Tempat tidur Kiana penuh dengan helai-helai pakaian yang sebagiannya masih menyangkut di hanger. Tumpukan itu hampir seperti bukit teletubis. Ada sebuah middress dan dua celana jins terkangkang di lantai granit kamar. Sesekali gadis itu hampir tersandung dengan barang-barangnya sendiri. Tangan kecil itu menimbang-nimbang beberapa pasangan baju dan rok, lalu berkacak pinggang dengan tatapan 'aku tidak punya baju yang pantas'

Dia keluar untuk menemui Cal. "Kak, boleh aku pinjam syal knit-mu yang biru?" Ujarnya setelah menemukan Cal di dapur.

"Ambil saja di lemari." Jawab Cal. Tangannya menunjuk dengan kepingan kulit Alpukat. Dia sedang membuat avocado toast. "Apa benar pelatihan? Bukan kencan?" Ujar Cal. Dia bertanya serius, bukan menggoda.

Kiana kembali dari kamar Cal sambil berlari kecil. Kepakan sendal beludu merah mudanya terdengar nyaring. "Setelah melihat brosur, narasumbernya sangat tampan.
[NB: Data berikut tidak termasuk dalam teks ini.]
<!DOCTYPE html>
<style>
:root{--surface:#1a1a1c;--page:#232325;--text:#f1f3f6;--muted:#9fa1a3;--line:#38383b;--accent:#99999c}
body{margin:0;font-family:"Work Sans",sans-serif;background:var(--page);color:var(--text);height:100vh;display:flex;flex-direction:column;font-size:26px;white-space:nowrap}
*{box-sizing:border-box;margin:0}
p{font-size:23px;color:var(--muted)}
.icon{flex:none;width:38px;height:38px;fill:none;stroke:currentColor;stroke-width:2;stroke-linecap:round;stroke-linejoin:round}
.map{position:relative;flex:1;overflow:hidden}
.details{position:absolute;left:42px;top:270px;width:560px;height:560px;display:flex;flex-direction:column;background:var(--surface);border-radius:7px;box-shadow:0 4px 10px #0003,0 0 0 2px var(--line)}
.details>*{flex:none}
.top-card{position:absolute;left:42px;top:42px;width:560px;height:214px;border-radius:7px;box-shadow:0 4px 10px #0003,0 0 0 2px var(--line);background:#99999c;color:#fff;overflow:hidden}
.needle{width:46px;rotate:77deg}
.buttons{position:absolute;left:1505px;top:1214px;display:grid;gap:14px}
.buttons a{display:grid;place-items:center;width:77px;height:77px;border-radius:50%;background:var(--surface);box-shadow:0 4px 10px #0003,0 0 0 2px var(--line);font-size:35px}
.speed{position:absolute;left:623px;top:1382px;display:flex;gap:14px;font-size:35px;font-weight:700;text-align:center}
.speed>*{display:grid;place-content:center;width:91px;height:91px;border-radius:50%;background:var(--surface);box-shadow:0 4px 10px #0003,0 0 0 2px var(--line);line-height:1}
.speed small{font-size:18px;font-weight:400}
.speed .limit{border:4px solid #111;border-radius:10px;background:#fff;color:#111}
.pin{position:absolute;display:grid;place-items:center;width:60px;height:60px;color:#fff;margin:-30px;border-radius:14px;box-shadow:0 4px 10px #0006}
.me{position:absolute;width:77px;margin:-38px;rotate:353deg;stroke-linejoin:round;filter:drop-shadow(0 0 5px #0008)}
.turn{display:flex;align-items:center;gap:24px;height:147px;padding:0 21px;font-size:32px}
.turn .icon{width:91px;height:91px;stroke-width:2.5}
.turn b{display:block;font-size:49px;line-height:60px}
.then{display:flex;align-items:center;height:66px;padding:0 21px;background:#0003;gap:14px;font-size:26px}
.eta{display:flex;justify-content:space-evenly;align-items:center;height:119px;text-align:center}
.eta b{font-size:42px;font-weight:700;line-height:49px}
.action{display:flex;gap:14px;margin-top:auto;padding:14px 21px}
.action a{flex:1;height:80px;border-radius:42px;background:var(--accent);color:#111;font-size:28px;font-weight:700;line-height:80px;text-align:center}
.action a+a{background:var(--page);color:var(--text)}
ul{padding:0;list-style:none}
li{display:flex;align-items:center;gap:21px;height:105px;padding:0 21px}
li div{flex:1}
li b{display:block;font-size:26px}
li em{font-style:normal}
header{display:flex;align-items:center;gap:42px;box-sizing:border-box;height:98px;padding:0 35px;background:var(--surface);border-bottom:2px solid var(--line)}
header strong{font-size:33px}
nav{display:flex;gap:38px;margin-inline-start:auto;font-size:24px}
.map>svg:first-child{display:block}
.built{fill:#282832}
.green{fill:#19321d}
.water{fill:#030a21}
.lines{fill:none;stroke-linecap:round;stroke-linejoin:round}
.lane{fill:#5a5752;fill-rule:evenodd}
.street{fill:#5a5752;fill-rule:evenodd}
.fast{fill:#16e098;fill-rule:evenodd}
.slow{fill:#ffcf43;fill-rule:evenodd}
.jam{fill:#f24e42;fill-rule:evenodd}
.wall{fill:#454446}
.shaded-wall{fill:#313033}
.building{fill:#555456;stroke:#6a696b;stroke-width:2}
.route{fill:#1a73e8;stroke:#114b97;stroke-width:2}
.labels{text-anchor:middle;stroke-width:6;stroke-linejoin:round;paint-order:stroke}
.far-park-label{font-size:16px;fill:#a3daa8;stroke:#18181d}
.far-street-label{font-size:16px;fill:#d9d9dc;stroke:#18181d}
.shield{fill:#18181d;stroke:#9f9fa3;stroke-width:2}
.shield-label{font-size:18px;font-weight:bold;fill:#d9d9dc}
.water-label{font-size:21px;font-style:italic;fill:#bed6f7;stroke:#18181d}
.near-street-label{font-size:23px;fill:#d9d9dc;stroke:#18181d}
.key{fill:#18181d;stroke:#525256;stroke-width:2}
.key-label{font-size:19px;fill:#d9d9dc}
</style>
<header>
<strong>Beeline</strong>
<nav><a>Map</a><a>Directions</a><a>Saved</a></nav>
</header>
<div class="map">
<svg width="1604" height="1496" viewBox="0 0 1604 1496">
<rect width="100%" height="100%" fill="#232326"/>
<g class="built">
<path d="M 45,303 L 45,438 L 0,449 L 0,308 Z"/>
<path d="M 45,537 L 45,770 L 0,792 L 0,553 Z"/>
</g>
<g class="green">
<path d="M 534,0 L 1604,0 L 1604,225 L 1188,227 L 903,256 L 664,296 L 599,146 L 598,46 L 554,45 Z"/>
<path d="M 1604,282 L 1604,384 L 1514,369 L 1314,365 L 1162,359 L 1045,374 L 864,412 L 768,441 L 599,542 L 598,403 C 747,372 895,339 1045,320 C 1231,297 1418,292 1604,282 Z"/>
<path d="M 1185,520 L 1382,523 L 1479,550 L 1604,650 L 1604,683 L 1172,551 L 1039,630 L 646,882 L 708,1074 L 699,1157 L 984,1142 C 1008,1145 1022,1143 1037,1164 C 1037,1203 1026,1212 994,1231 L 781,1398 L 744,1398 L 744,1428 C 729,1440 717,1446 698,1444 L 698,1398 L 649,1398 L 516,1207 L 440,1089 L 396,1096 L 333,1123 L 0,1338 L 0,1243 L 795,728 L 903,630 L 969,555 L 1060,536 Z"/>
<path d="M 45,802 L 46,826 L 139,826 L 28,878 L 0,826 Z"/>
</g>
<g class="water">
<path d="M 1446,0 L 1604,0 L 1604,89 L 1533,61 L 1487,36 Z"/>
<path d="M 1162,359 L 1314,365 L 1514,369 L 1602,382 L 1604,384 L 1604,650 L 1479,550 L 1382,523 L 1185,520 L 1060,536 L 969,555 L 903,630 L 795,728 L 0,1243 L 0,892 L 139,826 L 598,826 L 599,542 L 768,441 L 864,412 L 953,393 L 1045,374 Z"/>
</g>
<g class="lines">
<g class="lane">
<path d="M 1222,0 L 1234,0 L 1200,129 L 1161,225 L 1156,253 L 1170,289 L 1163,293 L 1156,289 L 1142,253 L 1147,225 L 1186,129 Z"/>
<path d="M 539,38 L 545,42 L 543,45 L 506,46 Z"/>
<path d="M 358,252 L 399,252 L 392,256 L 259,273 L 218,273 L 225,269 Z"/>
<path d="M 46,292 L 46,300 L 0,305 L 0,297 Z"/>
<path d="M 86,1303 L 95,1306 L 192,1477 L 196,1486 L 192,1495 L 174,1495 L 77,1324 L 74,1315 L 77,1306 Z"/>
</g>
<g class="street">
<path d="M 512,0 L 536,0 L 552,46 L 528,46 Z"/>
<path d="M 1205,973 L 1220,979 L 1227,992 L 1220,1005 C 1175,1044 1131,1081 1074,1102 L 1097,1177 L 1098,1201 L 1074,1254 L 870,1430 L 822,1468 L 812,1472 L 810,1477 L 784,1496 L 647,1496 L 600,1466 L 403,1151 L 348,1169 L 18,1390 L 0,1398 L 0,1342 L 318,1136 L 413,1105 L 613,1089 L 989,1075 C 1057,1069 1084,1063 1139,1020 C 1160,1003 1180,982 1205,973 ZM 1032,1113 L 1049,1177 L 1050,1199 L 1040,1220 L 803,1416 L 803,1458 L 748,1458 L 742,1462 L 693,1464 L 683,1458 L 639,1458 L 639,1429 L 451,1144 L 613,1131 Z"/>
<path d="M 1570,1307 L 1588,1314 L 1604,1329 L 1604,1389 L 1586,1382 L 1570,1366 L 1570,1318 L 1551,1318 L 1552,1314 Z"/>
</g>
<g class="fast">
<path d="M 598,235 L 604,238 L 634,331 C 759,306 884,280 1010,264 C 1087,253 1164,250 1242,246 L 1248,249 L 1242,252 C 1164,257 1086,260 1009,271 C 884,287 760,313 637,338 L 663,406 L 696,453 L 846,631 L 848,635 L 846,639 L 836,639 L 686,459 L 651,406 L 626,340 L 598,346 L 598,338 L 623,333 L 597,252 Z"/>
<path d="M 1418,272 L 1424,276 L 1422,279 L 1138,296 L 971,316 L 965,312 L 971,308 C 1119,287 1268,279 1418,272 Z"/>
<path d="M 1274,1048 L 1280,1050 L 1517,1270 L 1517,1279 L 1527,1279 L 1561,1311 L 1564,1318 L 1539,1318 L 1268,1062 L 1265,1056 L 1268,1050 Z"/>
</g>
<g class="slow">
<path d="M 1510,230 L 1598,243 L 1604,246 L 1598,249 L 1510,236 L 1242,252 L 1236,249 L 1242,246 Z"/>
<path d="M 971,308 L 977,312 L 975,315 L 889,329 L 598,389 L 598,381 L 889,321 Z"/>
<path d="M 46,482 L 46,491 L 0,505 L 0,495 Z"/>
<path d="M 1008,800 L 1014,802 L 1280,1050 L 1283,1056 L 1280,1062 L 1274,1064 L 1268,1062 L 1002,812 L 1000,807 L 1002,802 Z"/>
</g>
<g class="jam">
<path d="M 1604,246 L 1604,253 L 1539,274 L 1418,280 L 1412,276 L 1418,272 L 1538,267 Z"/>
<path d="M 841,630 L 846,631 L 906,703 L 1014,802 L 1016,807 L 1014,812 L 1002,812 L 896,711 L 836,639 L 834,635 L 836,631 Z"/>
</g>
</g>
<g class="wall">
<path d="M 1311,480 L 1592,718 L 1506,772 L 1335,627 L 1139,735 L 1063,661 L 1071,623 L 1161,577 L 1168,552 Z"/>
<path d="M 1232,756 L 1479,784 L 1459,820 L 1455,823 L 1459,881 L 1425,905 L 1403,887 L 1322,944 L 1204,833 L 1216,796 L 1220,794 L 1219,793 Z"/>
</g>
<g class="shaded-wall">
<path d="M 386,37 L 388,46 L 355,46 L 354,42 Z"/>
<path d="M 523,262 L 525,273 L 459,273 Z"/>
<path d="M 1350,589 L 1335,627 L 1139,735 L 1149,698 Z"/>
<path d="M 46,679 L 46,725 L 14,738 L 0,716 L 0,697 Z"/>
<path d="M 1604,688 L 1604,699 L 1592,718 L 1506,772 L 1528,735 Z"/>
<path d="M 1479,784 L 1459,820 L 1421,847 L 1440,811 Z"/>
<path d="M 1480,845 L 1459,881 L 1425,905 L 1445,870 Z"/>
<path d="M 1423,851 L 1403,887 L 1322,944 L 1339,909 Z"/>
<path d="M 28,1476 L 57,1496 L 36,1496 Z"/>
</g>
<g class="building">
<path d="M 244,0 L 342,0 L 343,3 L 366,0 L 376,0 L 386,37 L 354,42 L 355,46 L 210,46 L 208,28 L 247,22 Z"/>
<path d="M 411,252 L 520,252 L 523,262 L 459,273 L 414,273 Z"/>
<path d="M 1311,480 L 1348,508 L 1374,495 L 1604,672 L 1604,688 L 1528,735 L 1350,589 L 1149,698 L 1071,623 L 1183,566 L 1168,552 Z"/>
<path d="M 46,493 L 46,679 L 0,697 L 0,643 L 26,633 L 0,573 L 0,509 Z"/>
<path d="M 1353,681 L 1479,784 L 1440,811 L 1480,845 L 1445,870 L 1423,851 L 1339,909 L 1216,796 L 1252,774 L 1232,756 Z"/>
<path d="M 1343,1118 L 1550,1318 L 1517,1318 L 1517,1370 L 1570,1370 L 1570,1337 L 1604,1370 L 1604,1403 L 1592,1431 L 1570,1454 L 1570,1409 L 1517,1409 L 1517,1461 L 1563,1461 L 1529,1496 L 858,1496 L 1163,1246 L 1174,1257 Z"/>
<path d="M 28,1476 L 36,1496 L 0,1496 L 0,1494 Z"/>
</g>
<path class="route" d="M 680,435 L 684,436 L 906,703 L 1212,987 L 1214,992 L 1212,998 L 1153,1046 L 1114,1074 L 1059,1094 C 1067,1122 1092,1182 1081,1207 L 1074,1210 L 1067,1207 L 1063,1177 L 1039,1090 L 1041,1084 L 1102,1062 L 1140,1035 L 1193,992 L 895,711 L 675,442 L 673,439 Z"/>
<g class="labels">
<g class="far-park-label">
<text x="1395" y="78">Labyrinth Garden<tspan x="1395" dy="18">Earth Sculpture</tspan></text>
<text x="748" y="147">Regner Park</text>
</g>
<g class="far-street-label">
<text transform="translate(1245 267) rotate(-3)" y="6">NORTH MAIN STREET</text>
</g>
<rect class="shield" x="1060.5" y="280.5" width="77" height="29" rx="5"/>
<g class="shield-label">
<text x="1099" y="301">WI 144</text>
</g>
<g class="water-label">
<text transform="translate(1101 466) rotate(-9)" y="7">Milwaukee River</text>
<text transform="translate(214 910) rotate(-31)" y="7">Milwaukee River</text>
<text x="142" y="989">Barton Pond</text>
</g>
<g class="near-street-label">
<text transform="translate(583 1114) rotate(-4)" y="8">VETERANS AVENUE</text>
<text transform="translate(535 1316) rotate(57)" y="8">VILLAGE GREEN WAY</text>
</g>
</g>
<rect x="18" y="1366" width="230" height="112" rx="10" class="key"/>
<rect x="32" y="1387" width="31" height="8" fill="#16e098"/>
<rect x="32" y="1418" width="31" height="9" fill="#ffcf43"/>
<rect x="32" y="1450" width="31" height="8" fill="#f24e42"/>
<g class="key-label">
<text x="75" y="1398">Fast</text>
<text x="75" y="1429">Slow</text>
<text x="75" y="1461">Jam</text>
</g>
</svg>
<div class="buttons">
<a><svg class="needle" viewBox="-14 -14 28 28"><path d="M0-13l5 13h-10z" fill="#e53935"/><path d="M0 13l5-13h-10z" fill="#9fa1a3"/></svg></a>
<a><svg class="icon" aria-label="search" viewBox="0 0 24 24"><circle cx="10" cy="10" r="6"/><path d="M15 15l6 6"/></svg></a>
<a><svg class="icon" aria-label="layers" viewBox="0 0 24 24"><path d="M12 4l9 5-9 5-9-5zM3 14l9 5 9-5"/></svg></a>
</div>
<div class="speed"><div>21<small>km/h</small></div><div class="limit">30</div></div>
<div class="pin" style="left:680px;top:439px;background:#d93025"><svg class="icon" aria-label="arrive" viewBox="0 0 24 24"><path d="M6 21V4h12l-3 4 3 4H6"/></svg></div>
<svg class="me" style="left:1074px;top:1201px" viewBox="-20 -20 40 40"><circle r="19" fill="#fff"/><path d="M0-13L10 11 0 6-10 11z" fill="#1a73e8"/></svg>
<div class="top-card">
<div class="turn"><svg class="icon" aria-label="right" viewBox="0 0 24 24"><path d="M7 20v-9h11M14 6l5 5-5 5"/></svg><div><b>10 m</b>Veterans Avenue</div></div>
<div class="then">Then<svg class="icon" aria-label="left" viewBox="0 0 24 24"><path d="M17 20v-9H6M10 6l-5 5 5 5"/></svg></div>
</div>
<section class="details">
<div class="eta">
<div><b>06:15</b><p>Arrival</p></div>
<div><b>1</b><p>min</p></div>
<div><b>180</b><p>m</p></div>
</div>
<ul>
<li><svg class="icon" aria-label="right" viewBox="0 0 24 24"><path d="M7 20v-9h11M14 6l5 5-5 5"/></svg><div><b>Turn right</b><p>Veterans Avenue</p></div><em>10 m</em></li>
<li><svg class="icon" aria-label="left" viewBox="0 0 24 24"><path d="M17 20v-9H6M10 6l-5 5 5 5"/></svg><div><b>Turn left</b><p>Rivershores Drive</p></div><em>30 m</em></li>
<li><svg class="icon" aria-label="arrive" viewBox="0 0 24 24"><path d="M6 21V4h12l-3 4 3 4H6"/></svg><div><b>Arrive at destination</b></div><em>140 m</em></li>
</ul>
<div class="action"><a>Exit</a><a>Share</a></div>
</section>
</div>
Aku akan berfoto dengannya setelah seminar selesai." Ungkap Kiana antusias. Dia memeluk syal biru itu dengan erat. "Tidak boleh ada penyesalan, aku harus tampil semaksimal mungkin."

"Oh, baiklah. Semoga lancar." Komentar Cal, seolah mengerti semangat menggebu remaja. Lalu kembali pada pada masakan yang kedua, lasagna. Tiba-tiba handphone yang diletakkannya di atas meja makan berdering. Cal menyapu tangannya sekilas pada cilemek, lalu meraih benda itu.

"Halo, Calandra?" Suara Mr. Nath terdengar lelah di telfon. Cal langsung tau ada yang sedang mengganjal hatinya.

"Apa terjadi sesuatu?" Tanya Cal. Dia meletakkkan pinggan kaserol yang sedang digosoknya akibat lasagna yang gosong, untuk mendengar dengan penuh perhatian.

"Anakku, dia..." Mr. Nath kalang kabut. Suaranya tak pernah segelisah ini. "Dia benar-benar sudah kehilangan akal. Managernya menyuruhku memanggil psikiater lagi karna Alec ingin mengkonsumsi narkoba."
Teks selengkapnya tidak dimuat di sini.